Saved data entries

[Start of section]

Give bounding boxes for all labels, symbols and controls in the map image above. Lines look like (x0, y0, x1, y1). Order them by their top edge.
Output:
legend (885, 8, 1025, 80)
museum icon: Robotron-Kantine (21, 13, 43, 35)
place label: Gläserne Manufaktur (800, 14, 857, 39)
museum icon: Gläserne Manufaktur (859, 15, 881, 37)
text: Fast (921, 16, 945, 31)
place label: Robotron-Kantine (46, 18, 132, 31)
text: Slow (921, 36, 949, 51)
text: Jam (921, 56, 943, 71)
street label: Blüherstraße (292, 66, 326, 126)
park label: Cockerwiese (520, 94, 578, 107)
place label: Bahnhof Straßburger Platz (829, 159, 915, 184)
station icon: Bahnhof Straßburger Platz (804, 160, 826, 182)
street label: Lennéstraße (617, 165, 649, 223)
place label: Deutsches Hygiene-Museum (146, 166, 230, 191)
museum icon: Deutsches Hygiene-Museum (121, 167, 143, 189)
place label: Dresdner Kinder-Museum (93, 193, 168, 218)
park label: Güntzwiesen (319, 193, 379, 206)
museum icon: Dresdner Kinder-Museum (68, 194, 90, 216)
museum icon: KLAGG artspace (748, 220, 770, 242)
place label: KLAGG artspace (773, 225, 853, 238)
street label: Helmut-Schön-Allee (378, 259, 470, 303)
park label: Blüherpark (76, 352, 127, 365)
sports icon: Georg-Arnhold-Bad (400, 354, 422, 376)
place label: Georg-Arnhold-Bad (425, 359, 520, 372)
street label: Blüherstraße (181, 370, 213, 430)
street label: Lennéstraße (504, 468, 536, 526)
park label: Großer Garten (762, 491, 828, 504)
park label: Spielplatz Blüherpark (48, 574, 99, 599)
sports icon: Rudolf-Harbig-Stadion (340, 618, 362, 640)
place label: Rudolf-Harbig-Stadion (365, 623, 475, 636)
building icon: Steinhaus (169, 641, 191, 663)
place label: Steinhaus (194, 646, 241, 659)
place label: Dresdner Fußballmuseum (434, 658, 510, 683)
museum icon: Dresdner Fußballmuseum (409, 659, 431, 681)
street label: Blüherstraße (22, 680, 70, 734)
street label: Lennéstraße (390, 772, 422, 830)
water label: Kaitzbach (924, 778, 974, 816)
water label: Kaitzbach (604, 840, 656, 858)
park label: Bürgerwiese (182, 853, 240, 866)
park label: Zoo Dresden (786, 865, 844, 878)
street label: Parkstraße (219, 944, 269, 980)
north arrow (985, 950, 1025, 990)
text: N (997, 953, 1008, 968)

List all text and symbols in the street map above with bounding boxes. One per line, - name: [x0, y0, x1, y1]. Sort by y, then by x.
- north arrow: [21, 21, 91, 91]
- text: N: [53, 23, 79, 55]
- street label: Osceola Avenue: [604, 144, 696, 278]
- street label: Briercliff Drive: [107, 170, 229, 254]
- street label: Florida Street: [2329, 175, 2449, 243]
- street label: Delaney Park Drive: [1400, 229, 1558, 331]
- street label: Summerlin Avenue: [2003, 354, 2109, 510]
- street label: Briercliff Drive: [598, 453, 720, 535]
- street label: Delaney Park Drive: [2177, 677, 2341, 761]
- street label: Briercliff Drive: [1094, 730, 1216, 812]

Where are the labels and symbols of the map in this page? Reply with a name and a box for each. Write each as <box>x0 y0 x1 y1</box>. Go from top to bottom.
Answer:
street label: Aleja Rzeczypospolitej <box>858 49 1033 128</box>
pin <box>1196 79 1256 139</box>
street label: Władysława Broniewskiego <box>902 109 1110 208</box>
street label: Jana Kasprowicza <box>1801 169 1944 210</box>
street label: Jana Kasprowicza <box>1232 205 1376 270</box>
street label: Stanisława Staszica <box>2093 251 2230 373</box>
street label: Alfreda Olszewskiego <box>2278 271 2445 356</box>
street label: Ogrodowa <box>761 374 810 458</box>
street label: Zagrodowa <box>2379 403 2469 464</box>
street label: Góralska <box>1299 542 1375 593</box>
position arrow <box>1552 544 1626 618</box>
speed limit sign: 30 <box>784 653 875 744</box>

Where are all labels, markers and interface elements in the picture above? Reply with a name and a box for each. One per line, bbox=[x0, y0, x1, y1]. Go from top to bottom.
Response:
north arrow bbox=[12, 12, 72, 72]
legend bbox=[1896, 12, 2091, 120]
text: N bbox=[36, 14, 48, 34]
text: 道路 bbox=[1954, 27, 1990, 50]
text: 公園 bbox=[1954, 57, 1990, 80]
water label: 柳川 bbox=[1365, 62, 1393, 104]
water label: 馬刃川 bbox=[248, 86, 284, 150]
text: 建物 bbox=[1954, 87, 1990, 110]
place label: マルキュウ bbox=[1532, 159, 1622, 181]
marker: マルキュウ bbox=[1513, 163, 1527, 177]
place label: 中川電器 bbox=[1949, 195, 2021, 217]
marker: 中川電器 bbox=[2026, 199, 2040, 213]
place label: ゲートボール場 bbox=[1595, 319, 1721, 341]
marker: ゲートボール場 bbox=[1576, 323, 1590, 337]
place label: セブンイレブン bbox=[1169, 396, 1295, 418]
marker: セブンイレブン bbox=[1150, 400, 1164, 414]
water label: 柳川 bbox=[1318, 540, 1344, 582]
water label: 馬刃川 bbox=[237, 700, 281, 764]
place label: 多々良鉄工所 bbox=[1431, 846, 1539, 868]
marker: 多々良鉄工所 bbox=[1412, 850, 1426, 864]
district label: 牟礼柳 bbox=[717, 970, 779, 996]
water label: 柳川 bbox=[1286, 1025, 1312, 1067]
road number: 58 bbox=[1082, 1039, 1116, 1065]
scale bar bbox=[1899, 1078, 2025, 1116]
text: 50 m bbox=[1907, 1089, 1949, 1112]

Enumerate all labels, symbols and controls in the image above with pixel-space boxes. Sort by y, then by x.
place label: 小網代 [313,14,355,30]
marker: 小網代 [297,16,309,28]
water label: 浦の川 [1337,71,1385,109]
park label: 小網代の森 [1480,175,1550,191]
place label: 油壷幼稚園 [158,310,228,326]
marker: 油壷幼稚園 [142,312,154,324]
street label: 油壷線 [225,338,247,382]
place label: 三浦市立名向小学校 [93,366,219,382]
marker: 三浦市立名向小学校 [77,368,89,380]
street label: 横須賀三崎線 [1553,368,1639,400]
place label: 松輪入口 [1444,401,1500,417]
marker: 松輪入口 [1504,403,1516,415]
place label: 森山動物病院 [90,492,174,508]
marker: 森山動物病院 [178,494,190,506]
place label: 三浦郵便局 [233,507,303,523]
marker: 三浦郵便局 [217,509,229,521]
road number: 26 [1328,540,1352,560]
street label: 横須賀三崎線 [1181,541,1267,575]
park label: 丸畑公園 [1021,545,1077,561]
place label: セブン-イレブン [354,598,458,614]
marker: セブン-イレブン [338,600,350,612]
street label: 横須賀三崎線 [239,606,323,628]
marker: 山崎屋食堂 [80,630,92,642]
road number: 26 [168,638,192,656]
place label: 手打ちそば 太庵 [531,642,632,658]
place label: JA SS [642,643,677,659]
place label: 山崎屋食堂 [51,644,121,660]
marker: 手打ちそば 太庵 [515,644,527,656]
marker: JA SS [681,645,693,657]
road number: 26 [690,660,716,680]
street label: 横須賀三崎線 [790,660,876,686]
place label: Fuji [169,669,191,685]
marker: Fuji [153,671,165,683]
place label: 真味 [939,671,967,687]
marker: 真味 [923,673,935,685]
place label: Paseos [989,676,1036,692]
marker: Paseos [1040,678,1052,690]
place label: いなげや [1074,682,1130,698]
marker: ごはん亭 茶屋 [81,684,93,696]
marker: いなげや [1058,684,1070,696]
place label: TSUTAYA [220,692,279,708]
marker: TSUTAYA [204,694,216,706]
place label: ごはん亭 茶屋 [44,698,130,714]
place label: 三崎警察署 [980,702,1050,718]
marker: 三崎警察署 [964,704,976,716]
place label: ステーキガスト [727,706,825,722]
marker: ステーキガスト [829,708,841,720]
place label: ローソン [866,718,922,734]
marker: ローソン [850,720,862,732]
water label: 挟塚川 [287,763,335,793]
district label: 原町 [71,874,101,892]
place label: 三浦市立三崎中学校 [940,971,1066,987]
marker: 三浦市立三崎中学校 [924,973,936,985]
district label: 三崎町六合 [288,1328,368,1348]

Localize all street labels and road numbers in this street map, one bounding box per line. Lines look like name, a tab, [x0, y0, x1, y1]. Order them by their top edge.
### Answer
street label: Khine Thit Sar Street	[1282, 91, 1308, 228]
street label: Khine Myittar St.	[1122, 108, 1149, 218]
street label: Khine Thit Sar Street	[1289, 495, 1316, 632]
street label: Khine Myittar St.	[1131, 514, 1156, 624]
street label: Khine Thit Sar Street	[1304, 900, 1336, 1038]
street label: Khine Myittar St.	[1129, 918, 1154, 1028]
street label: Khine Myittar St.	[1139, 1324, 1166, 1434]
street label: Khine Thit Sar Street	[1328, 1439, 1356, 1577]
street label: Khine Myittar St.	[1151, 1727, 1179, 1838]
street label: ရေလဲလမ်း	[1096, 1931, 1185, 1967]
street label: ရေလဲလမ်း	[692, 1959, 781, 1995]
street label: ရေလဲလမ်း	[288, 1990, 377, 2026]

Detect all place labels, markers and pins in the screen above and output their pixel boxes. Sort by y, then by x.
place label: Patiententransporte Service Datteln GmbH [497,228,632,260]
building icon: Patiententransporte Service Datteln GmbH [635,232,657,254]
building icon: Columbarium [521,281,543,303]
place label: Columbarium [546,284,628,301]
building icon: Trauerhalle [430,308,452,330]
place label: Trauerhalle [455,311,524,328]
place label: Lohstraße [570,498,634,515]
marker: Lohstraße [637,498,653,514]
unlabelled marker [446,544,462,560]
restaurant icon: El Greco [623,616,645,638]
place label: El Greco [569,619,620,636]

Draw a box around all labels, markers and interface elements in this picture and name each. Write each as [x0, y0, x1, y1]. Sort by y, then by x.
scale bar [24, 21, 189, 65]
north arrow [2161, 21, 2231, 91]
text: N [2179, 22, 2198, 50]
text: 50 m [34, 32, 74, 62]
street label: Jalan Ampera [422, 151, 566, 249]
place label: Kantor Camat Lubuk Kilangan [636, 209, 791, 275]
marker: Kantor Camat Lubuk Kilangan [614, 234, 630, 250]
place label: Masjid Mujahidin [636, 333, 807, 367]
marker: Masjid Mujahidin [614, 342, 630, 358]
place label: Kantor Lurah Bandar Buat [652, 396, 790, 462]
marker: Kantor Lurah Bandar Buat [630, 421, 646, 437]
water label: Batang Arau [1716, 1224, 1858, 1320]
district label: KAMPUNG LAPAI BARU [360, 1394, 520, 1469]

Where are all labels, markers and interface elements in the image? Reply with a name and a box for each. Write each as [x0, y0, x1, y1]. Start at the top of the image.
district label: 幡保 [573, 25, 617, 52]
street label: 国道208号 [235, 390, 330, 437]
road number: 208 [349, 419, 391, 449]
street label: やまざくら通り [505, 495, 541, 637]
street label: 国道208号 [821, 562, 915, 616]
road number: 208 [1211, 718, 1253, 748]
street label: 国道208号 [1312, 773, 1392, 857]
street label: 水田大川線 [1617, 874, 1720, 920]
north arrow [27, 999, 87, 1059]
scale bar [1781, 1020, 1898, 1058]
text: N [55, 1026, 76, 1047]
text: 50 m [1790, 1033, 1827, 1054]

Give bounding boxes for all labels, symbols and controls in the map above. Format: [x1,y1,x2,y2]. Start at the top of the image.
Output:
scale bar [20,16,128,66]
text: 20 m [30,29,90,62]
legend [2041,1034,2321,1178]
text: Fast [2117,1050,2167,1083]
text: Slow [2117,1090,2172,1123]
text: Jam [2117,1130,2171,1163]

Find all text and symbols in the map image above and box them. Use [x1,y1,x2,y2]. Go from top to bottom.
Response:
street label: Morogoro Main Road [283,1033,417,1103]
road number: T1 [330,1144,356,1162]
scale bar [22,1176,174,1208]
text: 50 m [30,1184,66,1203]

[End of section]

Exercise description: Repeat exactly, and only, the lines of the records above, starting with the line that contains "y1]. Start at the top of the image." and ending with the final line, both included.

Written solution:
Where are all labels, markers and interface elements in the image? Reply with a name and a box for each. Write each as [x0, y0, x1, y1]. Start at the top of the image.
district label: 幡保 [573, 25, 617, 52]
street label: 国道208号 [235, 390, 330, 437]
road number: 208 [349, 419, 391, 449]
street label: やまざくら通り [505, 495, 541, 637]
street label: 国道208号 [821, 562, 915, 616]
road number: 208 [1211, 718, 1253, 748]
street label: 国道208号 [1312, 773, 1392, 857]
street label: 水田大川線 [1617, 874, 1720, 920]
north arrow [27, 999, 87, 1059]
scale bar [1781, 1020, 1898, 1058]
text: N [55, 1026, 76, 1047]
text: 50 m [1790, 1033, 1827, 1054]

Give bounding boxes for all labels, symbols and controls in the map above. Format: [x1,y1,x2,y2]. Start at the top of the image.
Output:
scale bar [20,16,128,66]
text: 20 m [30,29,90,62]
legend [2041,1034,2321,1178]
text: Fast [2117,1050,2167,1083]
text: Slow [2117,1090,2172,1123]
text: Jam [2117,1130,2171,1163]

Find all text and symbols in the map image above and box them. Use [x1,y1,x2,y2]. Go from top to bottom.
Response:
street label: Morogoro Main Road [283,1033,417,1103]
road number: T1 [330,1144,356,1162]
scale bar [22,1176,174,1208]
text: 50 m [30,1184,66,1203]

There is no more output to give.